The record-breaking height was said to serve a special purpose: for its tower to act as a mooring mast for dirigibles, positioning the building and its developers at the cutting edge of air travel in its infancy. In reality, the ambitious docking station plan was not at all practical: “the notion that passengers would be able to descend an airport-style ramp from a moving airship to the tip of the tallest building in the world, even in excellent conditions, beggars belief.” (Christopher Gray, New York Times, Sept. 23, 2010). The gallery exhibition features an impressive image of the dirigible Los Angeles docked at the tip of the Empire State Building (1931), but this scene did not come to pass, and is in fact a composite photograph. The tower would ultimately be used for radio and television broadcasting.
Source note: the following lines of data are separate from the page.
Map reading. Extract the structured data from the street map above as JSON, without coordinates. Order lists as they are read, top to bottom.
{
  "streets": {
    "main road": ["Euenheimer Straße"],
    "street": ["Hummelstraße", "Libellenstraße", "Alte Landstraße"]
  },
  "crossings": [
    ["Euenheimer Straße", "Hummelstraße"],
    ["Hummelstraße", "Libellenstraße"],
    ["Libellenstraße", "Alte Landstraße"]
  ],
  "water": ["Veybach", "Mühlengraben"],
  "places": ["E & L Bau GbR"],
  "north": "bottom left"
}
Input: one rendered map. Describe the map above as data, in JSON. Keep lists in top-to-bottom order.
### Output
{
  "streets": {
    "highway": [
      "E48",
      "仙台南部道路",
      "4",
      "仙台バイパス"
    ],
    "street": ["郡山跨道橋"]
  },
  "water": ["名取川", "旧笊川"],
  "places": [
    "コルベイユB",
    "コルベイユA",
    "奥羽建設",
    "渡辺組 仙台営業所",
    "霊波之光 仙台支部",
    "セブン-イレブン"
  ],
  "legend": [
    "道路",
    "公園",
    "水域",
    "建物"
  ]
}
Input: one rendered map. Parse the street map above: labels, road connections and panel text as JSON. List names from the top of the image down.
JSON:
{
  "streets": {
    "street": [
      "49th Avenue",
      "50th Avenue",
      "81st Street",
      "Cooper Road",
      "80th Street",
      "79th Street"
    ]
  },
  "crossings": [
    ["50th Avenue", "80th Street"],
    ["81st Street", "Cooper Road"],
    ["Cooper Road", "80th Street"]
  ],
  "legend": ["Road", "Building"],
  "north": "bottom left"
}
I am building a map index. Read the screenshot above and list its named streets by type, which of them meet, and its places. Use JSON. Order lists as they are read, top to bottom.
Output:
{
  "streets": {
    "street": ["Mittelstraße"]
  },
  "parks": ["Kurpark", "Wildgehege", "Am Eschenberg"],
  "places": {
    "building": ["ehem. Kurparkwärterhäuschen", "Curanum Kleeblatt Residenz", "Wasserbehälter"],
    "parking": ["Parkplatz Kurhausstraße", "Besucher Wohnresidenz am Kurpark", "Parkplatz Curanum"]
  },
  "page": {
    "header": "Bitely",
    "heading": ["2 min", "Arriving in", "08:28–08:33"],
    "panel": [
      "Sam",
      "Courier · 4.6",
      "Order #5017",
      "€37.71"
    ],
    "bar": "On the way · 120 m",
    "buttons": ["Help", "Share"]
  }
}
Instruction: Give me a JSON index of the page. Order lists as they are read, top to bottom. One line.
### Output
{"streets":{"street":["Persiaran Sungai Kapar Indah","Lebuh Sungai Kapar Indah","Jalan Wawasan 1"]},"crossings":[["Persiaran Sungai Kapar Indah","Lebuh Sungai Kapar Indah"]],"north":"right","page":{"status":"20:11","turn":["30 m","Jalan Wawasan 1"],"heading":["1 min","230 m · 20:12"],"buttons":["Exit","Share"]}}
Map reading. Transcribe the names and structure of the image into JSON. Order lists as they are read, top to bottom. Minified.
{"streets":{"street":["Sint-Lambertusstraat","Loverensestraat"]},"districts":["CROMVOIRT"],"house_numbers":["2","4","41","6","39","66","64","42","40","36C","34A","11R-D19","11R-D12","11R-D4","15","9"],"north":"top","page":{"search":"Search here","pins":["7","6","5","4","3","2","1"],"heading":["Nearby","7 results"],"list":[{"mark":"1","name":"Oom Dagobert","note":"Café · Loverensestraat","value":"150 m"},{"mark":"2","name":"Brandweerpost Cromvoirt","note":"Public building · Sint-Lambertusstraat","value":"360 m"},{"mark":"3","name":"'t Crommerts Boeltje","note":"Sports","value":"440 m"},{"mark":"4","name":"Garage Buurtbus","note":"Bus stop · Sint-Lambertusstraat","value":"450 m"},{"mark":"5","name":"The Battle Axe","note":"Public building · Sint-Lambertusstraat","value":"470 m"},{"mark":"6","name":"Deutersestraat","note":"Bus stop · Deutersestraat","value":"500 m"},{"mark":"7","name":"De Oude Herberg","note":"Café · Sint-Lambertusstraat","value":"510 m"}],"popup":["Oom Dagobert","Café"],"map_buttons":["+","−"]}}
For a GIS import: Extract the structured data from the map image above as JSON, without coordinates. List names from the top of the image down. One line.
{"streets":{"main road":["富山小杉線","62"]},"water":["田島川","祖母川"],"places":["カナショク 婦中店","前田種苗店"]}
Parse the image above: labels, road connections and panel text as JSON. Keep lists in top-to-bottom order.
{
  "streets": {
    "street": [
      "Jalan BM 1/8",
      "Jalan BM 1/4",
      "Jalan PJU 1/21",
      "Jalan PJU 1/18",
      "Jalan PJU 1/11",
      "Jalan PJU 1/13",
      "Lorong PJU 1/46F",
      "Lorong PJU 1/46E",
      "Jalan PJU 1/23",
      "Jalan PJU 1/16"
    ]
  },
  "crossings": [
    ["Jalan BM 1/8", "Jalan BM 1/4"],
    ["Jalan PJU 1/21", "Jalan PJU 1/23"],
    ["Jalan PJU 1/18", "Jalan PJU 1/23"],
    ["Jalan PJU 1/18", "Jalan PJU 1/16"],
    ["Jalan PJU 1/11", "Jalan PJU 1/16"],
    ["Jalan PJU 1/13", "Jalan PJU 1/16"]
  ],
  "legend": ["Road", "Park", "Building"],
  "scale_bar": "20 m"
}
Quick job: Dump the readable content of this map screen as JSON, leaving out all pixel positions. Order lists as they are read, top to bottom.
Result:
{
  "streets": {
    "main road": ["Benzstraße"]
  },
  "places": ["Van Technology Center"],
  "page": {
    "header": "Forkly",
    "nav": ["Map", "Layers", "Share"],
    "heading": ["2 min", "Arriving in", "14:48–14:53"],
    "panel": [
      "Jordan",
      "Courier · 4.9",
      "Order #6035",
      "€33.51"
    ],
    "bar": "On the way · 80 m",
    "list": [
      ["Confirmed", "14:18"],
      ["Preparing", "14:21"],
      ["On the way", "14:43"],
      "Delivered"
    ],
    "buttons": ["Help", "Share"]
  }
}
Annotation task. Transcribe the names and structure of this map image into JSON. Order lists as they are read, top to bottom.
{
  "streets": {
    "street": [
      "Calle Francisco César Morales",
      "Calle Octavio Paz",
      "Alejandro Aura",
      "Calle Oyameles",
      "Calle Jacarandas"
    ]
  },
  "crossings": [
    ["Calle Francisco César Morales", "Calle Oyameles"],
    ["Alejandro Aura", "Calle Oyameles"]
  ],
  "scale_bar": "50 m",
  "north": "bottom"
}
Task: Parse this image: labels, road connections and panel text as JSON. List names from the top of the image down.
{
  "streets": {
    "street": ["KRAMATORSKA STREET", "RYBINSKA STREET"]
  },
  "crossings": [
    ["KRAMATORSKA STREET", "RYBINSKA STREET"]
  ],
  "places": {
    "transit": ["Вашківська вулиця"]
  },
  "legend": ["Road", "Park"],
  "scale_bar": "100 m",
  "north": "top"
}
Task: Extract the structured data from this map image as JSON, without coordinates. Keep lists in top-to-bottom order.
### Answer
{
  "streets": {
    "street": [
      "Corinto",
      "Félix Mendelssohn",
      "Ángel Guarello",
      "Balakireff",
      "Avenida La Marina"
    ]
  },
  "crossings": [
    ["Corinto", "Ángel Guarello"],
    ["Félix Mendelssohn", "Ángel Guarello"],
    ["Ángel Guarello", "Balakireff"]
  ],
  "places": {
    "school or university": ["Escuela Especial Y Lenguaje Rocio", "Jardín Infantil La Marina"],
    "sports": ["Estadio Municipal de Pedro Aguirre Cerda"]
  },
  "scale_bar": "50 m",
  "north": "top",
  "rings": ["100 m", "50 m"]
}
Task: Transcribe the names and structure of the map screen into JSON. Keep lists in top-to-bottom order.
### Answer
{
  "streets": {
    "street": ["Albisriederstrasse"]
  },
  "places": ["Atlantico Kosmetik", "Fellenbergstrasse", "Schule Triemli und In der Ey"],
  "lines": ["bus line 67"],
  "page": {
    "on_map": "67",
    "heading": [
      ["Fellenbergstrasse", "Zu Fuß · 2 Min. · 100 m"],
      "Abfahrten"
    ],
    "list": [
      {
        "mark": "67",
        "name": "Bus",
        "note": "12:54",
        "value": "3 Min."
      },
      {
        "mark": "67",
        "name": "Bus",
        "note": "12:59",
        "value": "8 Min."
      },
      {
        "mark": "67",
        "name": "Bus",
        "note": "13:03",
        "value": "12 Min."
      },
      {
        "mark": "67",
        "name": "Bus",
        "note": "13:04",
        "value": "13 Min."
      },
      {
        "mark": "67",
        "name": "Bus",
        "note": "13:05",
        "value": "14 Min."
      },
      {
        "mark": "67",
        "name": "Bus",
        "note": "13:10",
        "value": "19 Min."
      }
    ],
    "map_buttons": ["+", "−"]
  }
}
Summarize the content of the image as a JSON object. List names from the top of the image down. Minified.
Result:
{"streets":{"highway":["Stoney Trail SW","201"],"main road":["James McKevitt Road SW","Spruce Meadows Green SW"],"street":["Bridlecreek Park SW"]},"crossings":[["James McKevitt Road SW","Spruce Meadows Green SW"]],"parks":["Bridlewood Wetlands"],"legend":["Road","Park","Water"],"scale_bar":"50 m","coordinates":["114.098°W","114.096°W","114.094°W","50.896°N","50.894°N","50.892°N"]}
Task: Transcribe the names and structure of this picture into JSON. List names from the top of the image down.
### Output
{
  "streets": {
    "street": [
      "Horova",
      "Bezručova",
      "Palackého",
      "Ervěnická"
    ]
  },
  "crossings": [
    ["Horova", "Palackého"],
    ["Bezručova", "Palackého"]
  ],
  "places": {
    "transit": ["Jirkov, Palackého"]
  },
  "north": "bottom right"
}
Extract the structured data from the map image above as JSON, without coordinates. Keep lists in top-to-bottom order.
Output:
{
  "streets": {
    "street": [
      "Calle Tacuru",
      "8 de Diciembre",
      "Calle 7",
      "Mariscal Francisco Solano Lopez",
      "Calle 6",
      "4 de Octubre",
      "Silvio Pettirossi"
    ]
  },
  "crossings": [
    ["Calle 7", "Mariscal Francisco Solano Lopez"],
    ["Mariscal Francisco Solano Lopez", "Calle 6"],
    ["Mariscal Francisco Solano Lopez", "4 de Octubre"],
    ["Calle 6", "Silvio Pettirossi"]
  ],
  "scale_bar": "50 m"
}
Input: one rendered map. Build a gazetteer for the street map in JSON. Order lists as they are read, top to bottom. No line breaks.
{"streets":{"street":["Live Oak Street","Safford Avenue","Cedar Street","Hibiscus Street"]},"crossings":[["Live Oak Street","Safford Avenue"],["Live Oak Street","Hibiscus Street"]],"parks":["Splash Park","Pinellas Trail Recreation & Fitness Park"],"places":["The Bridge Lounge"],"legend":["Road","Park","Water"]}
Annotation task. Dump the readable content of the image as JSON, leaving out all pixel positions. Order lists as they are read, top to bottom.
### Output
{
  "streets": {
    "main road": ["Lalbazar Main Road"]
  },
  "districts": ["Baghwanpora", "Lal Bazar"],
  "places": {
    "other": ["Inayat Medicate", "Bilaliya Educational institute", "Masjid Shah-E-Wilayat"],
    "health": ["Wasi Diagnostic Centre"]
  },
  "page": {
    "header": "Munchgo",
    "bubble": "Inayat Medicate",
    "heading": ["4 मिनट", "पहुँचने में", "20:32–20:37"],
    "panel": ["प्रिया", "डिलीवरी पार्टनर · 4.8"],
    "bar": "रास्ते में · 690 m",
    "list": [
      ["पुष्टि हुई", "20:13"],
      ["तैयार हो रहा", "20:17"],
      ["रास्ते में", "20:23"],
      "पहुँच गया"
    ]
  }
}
A day of note in the building’s early history is July 28th, 1945, when an aircraft collided with the 78th floor, resulting in a four-alarm fire and fourteen deaths. The U.S. Army B-25 bomber was en route to Newark, New Jersey when the pilot was disoriented by dense fog conditions. A group of five photographs show a street view of the smoking building, the plane wreckage, and spectator reactions to the crash - the latter captured by infamous street photographer Weegee.
A mere two years after its unveiling, the building was featured in its first of many films: King Kong (1933), sealing its position as a cultural monument. In 1964, Andy Warhol set his lens on the structure to create an eight-hour slow motion silent film. Shot facing southeast from the 41st floor of the Time-Life Building, the film simply documents a fixed view of the Empire State from 8:06PM to 2:42AM the night of July 24–25, 1964. Due to its length and experimental nature, the film was met with mixed reviews.
As the most photographed building in the world (Cornell University, 2011), there are countless images of the Empire State Building’s recognizable façade. Selected exhibition photographs range from aerial surveys to street views, distorted reflections to detailed studies, and news photographs to artistic compositions, capturing the seminal building from every perspective.